Taking Extreme Steps To Banish Hametz Misses Point of Pesach
Our definition of hametz is expanding.
The pun is intentional. But here’s my point: Many Jews go to ridiculous extremes to redefine and root out hametz for Passover, losing sight of the simplicity and subtlety of this extraordinary holiday.
Hametz is narrowly defined as leavened bread, and Jews are not supposed to own, eat or benefit from it during Passover. That much is specified in the Torah, along with the direct admonition to remove all hametz from one’s home.
Naturally, centuries of rulings from rabbis — none of whom I’m sure had to clean their own kitchens or prepare a Seder meal — have added layer upon layer of restriction, expectation and interpretation. This is especially true among Ashkenazi Jews for whom the rice, corn, lentils, beans (and depending on who you ask, peanuts) known as kitniyot are also not to be consumed.
In strictly observant communities, this leads to the sort of extreme cleaning recounted by my colleague Frimet Goldberger, who writes of the laborious, exhausting marathon of scrubbing that Hasidic women and girls are required to do before the holiday can begin. Just learning that she spent her childhood washing the walls of her home from floor to ceiling made me grateful for the modest tasks I was assigned before our family Seders. Chopping apples for haroset pales in comparison.

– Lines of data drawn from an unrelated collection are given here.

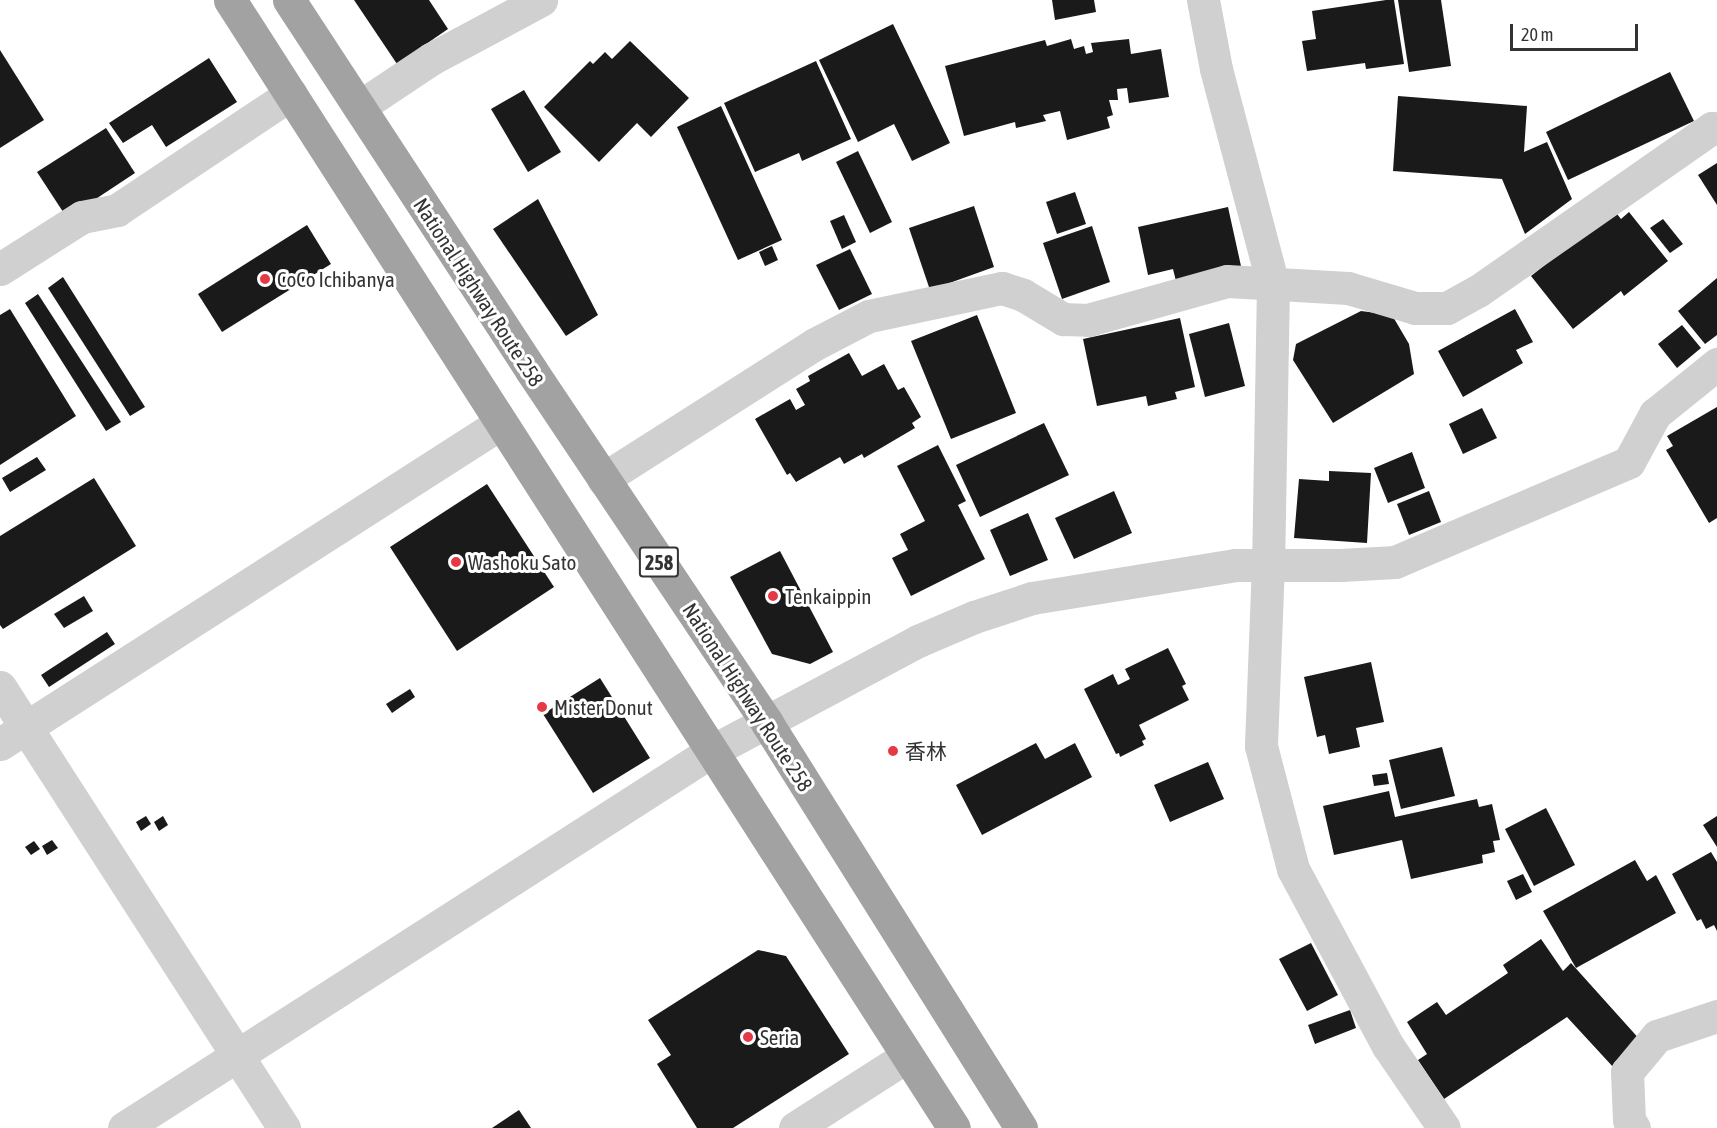 <!DOCTYPE html>
<html>
<head>
<meta charset="utf-8">
<style>
	body { margin:0 }
	#map { position:relative; width:1717px; height:1128px; overflow:hidden; background:#fff; font-family:"Asap Condensed","Noto Sans JP",sans-serif }
	div>[style] { position:absolute }
	.building>* { inset:0; background:#1a1a1a }
	.minor>* { height:33px; margin:-16.5px; padding:0 16.5px; transform-origin:16.5px; border-radius:16.5px; background:#d0d0d0 }
	.trunk>* { height:33px; margin:-16.5px; padding:0 16.5px; transform-origin:16.5px; border-radius:16.5px; background:#a2a2a2 }
	.dots>* { width:16px; height:16px; translate:-50% -50%; box-sizing:border-box; border:3px solid #fff; border-radius:50% }
	span { translate:-50% -50%; white-space:nowrap; text-align:center; line-height:1.15; -webkit-text-stroke:6px #fff; paint-order:stroke }
	.shield-label span { padding:2px 4px; background:#fff; border:2px solid; border-radius:4px; -webkit-text-stroke-width:0 }
	.shield-label { font-size:20px; color:#333; font-weight:700 }
	.poi-label { font-size:21px; color:#333 }
	.left { translate:0 -50%; text-align:left }
	.street-label { font-size:21px; color:#333 }
	.scale { position:absolute; left:1510px; top:24px; width:128px; height:27px; box-sizing:border-box; border:3px solid #333; border-top:0; padding-left:8px; font-size:18px; line-height:21px; white-space:nowrap; color:#333; -webkit-text-stroke:4px #fff; paint-order:stroke }
</style>
</head>
<body>
<div id="map">
	<div class="building">
		<i style="clip-path:polygon(354px 0,429px 0,448px 29px,397px 64px)"></i>
		<i style="clip-path:polygon(1052px 0,1094px 0,1096px 12px,1055px 20px)"></i>
		<i style="clip-path:polygon(1386px 0,1394px 0,1404px 64px,1366px 69px,1365px 63px,1307px 71px,1302px 41px,1316px 39px,1312px 11px)"></i>
		<i style="clip-path:polygon(1398px 0,1441px 0,1451px 66px,1409px 72px)"></i>
		<i style="clip-path:polygon(893px 24px,950px 143px,912px 161px,894px 124px,858px 142px,819px 60px)"></i>
		<i style="clip-path:polygon(1071px 39px,1074px 49px,1084px 46px,1086px 54px,1093px 52px,1091px 43px,1129px 39px,1131px 54px,1161px 49px,1169px 97px,1129px 103px,1127px 88px,1117px 89px,1118px 100px,1109px 100px,1113px 115px,1107px 117px,1110px 128px,1067px 140px,1060px 111px,1043px 115px,1046px 121px,1016px 128px,1015px 122px,964px 136px,945px 66px,1045px 40px,1047px 46px)"></i>
		<i style="clip-path:polygon(630px 41px,689px 98px,651px 137px,637px 123px,599px 162px,544px 107px,590px 61px,593px 64px,605px 52px,612px 59px)"></i>
		<i style="clip-path:polygon(0 50px,44px 120px,0 148px)"></i>
		<i style="clip-path:polygon(209px 58px,237px 102px,166px 147px,152px 125px,123px 143px,109px 123px)"></i>
		<i style="clip-path:polygon(816px 61px,851px 139px,802px 161px,799px 153px,755px 172px,724px 103px)"></i>
		<i style="clip-path:polygon(1670px 72px,1694px 121px,1568px 180px,1546px 132px)"></i>
		<i style="clip-path:polygon(524px 90px,561px 152px,528px 172px,491px 109px)"></i>
		<i style="clip-path:polygon(1398px 96px,1527px 106px,1524px 152px,1547px 142px,1572px 199px,1525px 234px,1502px 179px,1393px 171px)"></i>
		<i style="clip-path:polygon(721px 106px,782px 240px,738px 260px,677px 127px)"></i>
		<i style="clip-path:polygon(106px 128px,135px 173px,67px 218px,37px 172px)"></i>
		<i style="clip-path:polygon(858px 151px,892px 222px,870px 233px,836px 162px)"></i>
		<i style="clip-path:polygon(1717px 163px,1717px 205px,1698px 175px)"></i>
		<i style="clip-path:polygon(1075px 192px,1086px 224px,1057px 234px,1046px 202px)"></i>
		<i style="clip-path:polygon(538px 199px,598px 315px,566px 336px,493px 229px)"></i>
		<i style="clip-path:polygon(974px 206px,994px 267px,930px 290px,909px 228px)"></i>
		<i style="clip-path:polygon(1228px 207px,1241px 266px,1176px 281px,1173px 269px,1148px 275px,1138px 227px)"></i>
		<i style="clip-path:polygon(1614px 210px,1621px 219px,1629px 212px,1668px 261px,1624px 296px,1621px 291px,1573px 329px,1531px 276px)"></i>
		<i style="clip-path:polygon(844px 215px,856px 242px,842px 249px,830px 221px)"></i>
		<i style="clip-path:polygon(1663px 219px,1683px 244px,1670px 253px,1650px 228px)"></i>
		<i style="clip-path:polygon(307px 225px,331px 264px,222px 332px,198px 294px)"></i>
		<i style="clip-path:polygon(1092px 226px,1110px 282px,1062px 299px,1043px 243px)"></i>
		<i style="clip-path:polygon(772px 246px,778px 260px,765px 266px,759px 252px)"></i>
		<i style="clip-path:polygon(850px 249px,872px 294px,839px 310px,816px 265px)"></i>
		<i style="clip-path:polygon(63px 277px,145px 407px,130px 416px,48px 288px)"></i>
		<i style="clip-path:polygon(1717px 278px,1717px 335px,1705px 344px,1678px 311px)"></i>
		<i style="clip-path:polygon(38px 294px,121px 422px,106px 431px,25px 303px)"></i>
		<i style="clip-path:polygon(10px 309px,76px 416px,0 465px,0 315px)"></i>
		<i style="clip-path:polygon(1515px 309px,1533px 342px,1516px 350px,1523px 363px,1463px 397px,1438px 351px)"></i>
		<i style="clip-path:polygon(1361px 311px,1392px 315px,1409px 344px,1414px 374px,1333px 423px,1293px 360px,1296px 344px)"></i>
		<i style="clip-path:polygon(977px 315px,1016px 413px,951px 439px,911px 341px)"></i>
		<i style="clip-path:polygon(1180px 318px,1195px 387px,1175px 392px,1177px 399px,1148px 406px,1146px 396px,1097px 406px,1083px 339px)"></i>
		<i style="clip-path:polygon(1229px 323px,1245px 386px,1205px 397px,1189px 334px)"></i>
		<i style="clip-path:polygon(1682px 325px,1701px 348px,1677px 368px,1658px 344px)"></i>
		<i style="clip-path:polygon(849px 353px,862px 376px,884px 364px,898px 390px,904px 387px,921px 417px,912px 423px,915px 428px,864px 458px,862px 454px,844px 464px,840px 457px,796px 482px,790px 473px,787px 475px,755px 419px,790px 399px,796px 410px,805px 405px,796px 389px,810px 381px,808px 376px)"></i>
		<i style="clip-path:polygon(1717px 407px,1717px 518px,1709px 523px,1666px 450px,1673px 446px,1667px 436px)"></i>
		<i style="clip-path:polygon(1482px 408px,1497px 438px,1463px 454px,1449px 424px)"></i>
		<i style="clip-path:polygon(1044px 423px,1069px 475px,980px 517px,956px 465px)"></i>
		<i style="clip-path:polygon(938px 445px,966px 501px,958px 505px,985px 559px,911px 596px,892px 558px,908px 550px,900px 534px,925px 521px,897px 466px)"></i>
		<i style="clip-path:polygon(1412px 452px,1425px 488px,1388px 503px,1374px 468px)"></i>
		<i style="clip-path:polygon(37px 457px,46px 470px,10px 492px,2px 478px)"></i>
		<i style="clip-path:polygon(1329px 471px,1371px 473px,1367px 543px,1294px 538px,1299px 479px,1329px 481px)"></i>
		<i style="clip-path:polygon(94px 478px,136px 546px,3px 629px,0 625px,0 536px)"></i>
		<i style="clip-path:polygon(487px 484px,554px 587px,457px 651px,390px 547px)"></i>
		<i style="clip-path:polygon(1114px 491px,1132px 533px,1074px 559px,1055px 518px)"></i>
		<i style="clip-path:polygon(1429px 491px,1441px 522px,1409px 535px,1397px 504px)"></i>
		<i style="clip-path:polygon(1028px 513px,1048px 560px,1010px 576px,990px 530px)"></i>
		<i style="clip-path:polygon(780px 551px,833px 652px,810px 664px,772px 654px,730px 577px)"></i>
		<i style="clip-path:polygon(84px 596px,93px 611px,64px 628px,54px 614px)"></i>
		<i style="clip-path:polygon(107px 632px,115px 644px,49px 687px,41px 675px)"></i>
		<i style="clip-path:polygon(1168px 648px,1186px 684px,1182px 686px,1189px 700px,1139px 725px,1146px 739px,1142px 741px,1144px 745px,1120px 757px,1119px 753px,1116px 754px,1084px 689px,1113px 674px,1118px 685px,1130px 679px,1125px 669px)"></i>
		<i style="clip-path:polygon(1371px 662px,1384px 722px,1356px 728px,1360px 747px,1329px 754px,1325px 735px,1317px 737px,1304px 677px)"></i>
		<i style="clip-path:polygon(600px 678px,650px 758px,593px 793px,543px 714px)"></i>
		<i style="clip-path:polygon(410px 689px,415px 697px,392px 713px,386px 704px)"></i>
		<i style="clip-path:polygon(1036px 743px,1045px 759px,1075px 743px,1092px 777px,982px 835px,956px 785px)"></i>
		<i style="clip-path:polygon(1442px 747px,1455px 796px,1401px 809px,1389px 760px)"></i>
		<i style="clip-path:polygon(1208px 762px,1224px 799px,1170px 822px,1154px 785px)"></i>
		<i style="clip-path:polygon(1387px 773px,1389px 784px,1374px 786px,1372px 775px)"></i>
		<i style="clip-path:polygon(1389px 791px,1395px 817px,1477px 799px,1479px 807px,1492px 804px,1500px 840px,1493px 841px,1495px 852px,1482px 855px,1483px 863px,1411px 879px,1402px 840px,1334px 855px,1323px 806px)"></i>
		<i style="clip-path:polygon(1546px 808px,1575px 865px,1534px 886px,1505px 829px)"></i>
		<i style="clip-path:polygon(146px 816px,151px 824px,141px 831px,136px 822px)"></i>
		<i style="clip-path:polygon(163px 816px,168px 825px,159px 831px,154px 822px)"></i>
		<i style="clip-path:polygon(1717px 816px,1717px 847px,1703px 825px)"></i>
		<i style="clip-path:polygon(52px 840px,58px 848px,47px 855px,42px 846px)"></i>
		<i style="clip-path:polygon(34px 841px,40px 849px,31px 855px,25px 847px)"></i>
		<i style="clip-path:polygon(1711px 852px,1717px 862px,1717px 931px,1714px 925px,1706px 929px,1701px 919px,1697px 921px,1672px 874px)"></i>
		<i style="clip-path:polygon(1635px 860px,1647px 881px,1656px 875px,1676px 913px,1576px 968px,1543px 911px)"></i>
		<i style="clip-path:polygon(1523px 874px,1532px 892px,1516px 900px,1507px 881px)"></i>
		<i style="clip-path:polygon(1541px 939px,1563px 971px,1571px 963px,1642px 1042px,1614px 1068px,1567px 1017px,1444px 1099px,1418px 1060px,1427px 1054px,1407px 1022px,1437px 1002px,1446px 1015px,1508px 973px,1503px 965px)"></i>
		<i style="clip-path:polygon(1311px 943px,1338px 995px,1307px 1011px,1279px 959px)"></i>
		<i style="clip-path:polygon(758px 950px,786px 956px,849px 1054px,733px 1128px,697px 1128px,657px 1064px,671px 1055px,648px 1020px)"></i>
		<i style="clip-path:polygon(1350px 1010px,1356px 1028px,1315px 1044px,1308px 1025px)"></i>
		<i style="clip-path:polygon(519px 1110px,531px 1128px,492px 1128px)"></i>
	</div>
	<div class="minor">
		<i style="left:1203px;top:0;width:70px;rotate:79.3deg"></i>
		<i style="left:1216px;top:69px;width:222px;rotate:75.2deg"></i>
		<i style="left:1273px;top:284px;width:279px;rotate:91deg"></i>
		<i style="left:1268px;top:563px;width:183px;rotate:92.2deg"></i>
		<i style="left:1261px;top:746px;width:127px;rotate:75.4deg"></i>
		<i style="left:1293px;top:869px;width:201px;rotate:61.8deg"></i>
		<i style="left:1388px;top:1046px;width:99px;rotate:55.7deg"></i>
		<i style="left:359px;top:107px;width:87px;rotate:-33.7deg"></i>
		<i style="left:431px;top:59px;width:125px;rotate:-28.2deg"></i>
		<i style="left:0;top:269px;width:97px;rotate:-32.4deg"></i>
		<i style="left:82px;top:217px;width:36px;rotate:-11deg"></i>
		<i style="left:117px;top:210px;width:209px;rotate:-33.7deg"></i>
		<i style="left:603px;top:479px;width:251px;rotate:-32.5deg"></i>
		<i style="left:815px;top:344px;width:61px;rotate:-27.4deg"></i>
		<i style="left:869px;top:316px;width:136px;rotate:-11.9deg"></i>
		<i style="left:1002px;top:288px;width:22px;rotate:18deg"></i>
		<i style="left:1023px;top:295px;width:47px;rotate:31deg"></i>
		<i style="left:1063px;top:319px;width:25px;rotate:2deg"></i>
		<i style="left:1088px;top:320px;width:144px;rotate:-15.7deg"></i>
		<i style="left:1227px;top:281px;width:121px;rotate:3.3deg"></i>
		<i style="left:1348px;top:288px;width:70px;rotate:16.6deg"></i>
		<i style="left:1415px;top:308px;width:32px"></i>
		<i style="left:1447px;top:308px;width:35px;rotate:-29deg"></i>
		<i style="left:1478px;top:291px;width:285px;rotate:-34.9deg"></i>
		<i style="left:1712px;top:128px;width:5px;rotate:11deg"></i>
		<i style="left:0;top:687px;width:525px;rotate:57.22deg"></i>
		<i style="left:0;top:744px;width:595px;rotate:-32.65deg"></i>
		<i style="left:124px;top:1128px;width:698px;rotate:-32.67deg"></i>
		<i style="left:712px;top:751px;width:234px;rotate:-28.1deg"></i>
		<i style="left:918px;top:641px;width:61px;rotate:-23.2deg"></i>
		<i style="left:974px;top:617px;width:61px;rotate:-18.1deg"></i>
		<i style="left:1032px;top:598px;width:207px;rotate:-9.2deg"></i>
		<i style="left:1236px;top:565px;width:105px"></i>
		<i style="left:1341px;top:565px;width:54px;rotate:-3.2deg"></i>
		<i style="left:1395px;top:562px;width:254px;rotate:-23.1deg"></i>
		<i style="left:1629px;top:462px;width:55px;rotate:-61.6deg"></i>
		<i style="left:1655px;top:414px;width:80px;rotate:-38.9deg"></i>
		<i style="left:795px;top:1128px;width:133px;rotate:-32.7deg"></i>
		<i style="left:1634px;top:1128px;width:9px;rotate:-122deg"></i>
		<i style="left:1629px;top:1120px;width:48px;rotate:-92.4deg"></i>
		<i style="left:1627px;top:1072px;width:47px;rotate:-50.2deg"></i>
		<i style="left:1657px;top:1036px;width:63px;rotate:-18.4deg"></i>
	</div>
	<div class="trunk">
		<i style="left:230px;top:0;width:1340px;rotate:57.31deg"></i>
		<i style="left:289px;top:0;width:442px;rotate:56.8deg"></i>
		<i style="left:531px;top:370px;width:425px;rotate:56.2deg"></i>
		<i style="left:767px;top:723px;width:478px;rotate:57.9deg"></i>
	</div>
	<div class="dots">
		<i style="left:265px;top:279px;background:#e63946"></i>
		<i style="left:456px;top:562px;background:#e63946"></i>
		<i style="left:773px;top:596px;background:#e63946"></i>
		<i style="left:542px;top:707px;background:#e63946"></i>
		<i style="left:893px;top:751px;background:#e63946"></i>
		<i style="left:748px;top:1037px;background:#e63946"></i>
	</div>
	<div class="shield-label">
		<span style="left:659px;top:562px">258</span>
	</div>
	<div class="poi-label">
		<span class="left" style="left:277px;top:279px">CoCo Ichibanya</span>
		<span class="left" style="left:468px;top:562px">Washoku Sato</span>
		<span class="left" style="left:785px;top:596px">Tenkaippin</span>
		<span class="left" style="left:554px;top:707px">Mister Donut</span>
		<span class="left" style="left:905px;top:751px">香林</span>
		<span class="left" style="left:760px;top:1037px">Seria</span>
	</div>
	<div class="street-label">
		<span style="left:479px;top:292px;rotate:57deg">National Highway Route 258</span>
		<span style="left:748px;top:697px;rotate:57deg">National Highway Route 258</span>
	</div>
	<div class="scale">20 m</div>
</div>
</body>
</html>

Even for the less obsessive, the extreme banishment of hametz has led to an industry of processed foods meant to replicate, with far less taste and at a far higher price, the foods that we may or may not even eat the other weeks of the year. Really, how did the Jews survive for all these centuries without kosher-for-Passover wasabi sauce?
And then there are the Jews who expand the definition of hametz well beyond food to include behaviors and attitudes that they find objectionable or imprisoning. I understand the rationale of one Manhattan synagogue to banish email for all the days of Passover so that its members can “taste freedom.” I can even appreciate the impulse to unplug from the technology that seems to dominate our lives.
But many of us don’t have the professional luxury of going device-free for eight days, nor do we want to forego the benefits of electronic communication — the email from a faraway friend, the random text message from a child. More to the point, exiling email turns hametz into something objectionable, treyf, even sinister. But hametz isn’t so much a thing as a process. We still consume flour on Passover — it’s in matzo, after all. It’s just flour that has not been allowed to rise for more than 18 minutes.
It’s not the ingredients that make a product hametz so much as the conditions under which it is produced. I’m reminded of a wonderful section of the Moss Haggadah, which on one page shows a person shoveling bricks into a hot oven — an obvious metaphor for slavery.
But on the next page, that same person is putting a similarly shaped object into an oven, only it’s bread to be baked, and the person is doing so freely.
We don’t need to go to extremes to banish the hametz from our lives during Passover. The line between slavery and freedom for many of us is far more subtle.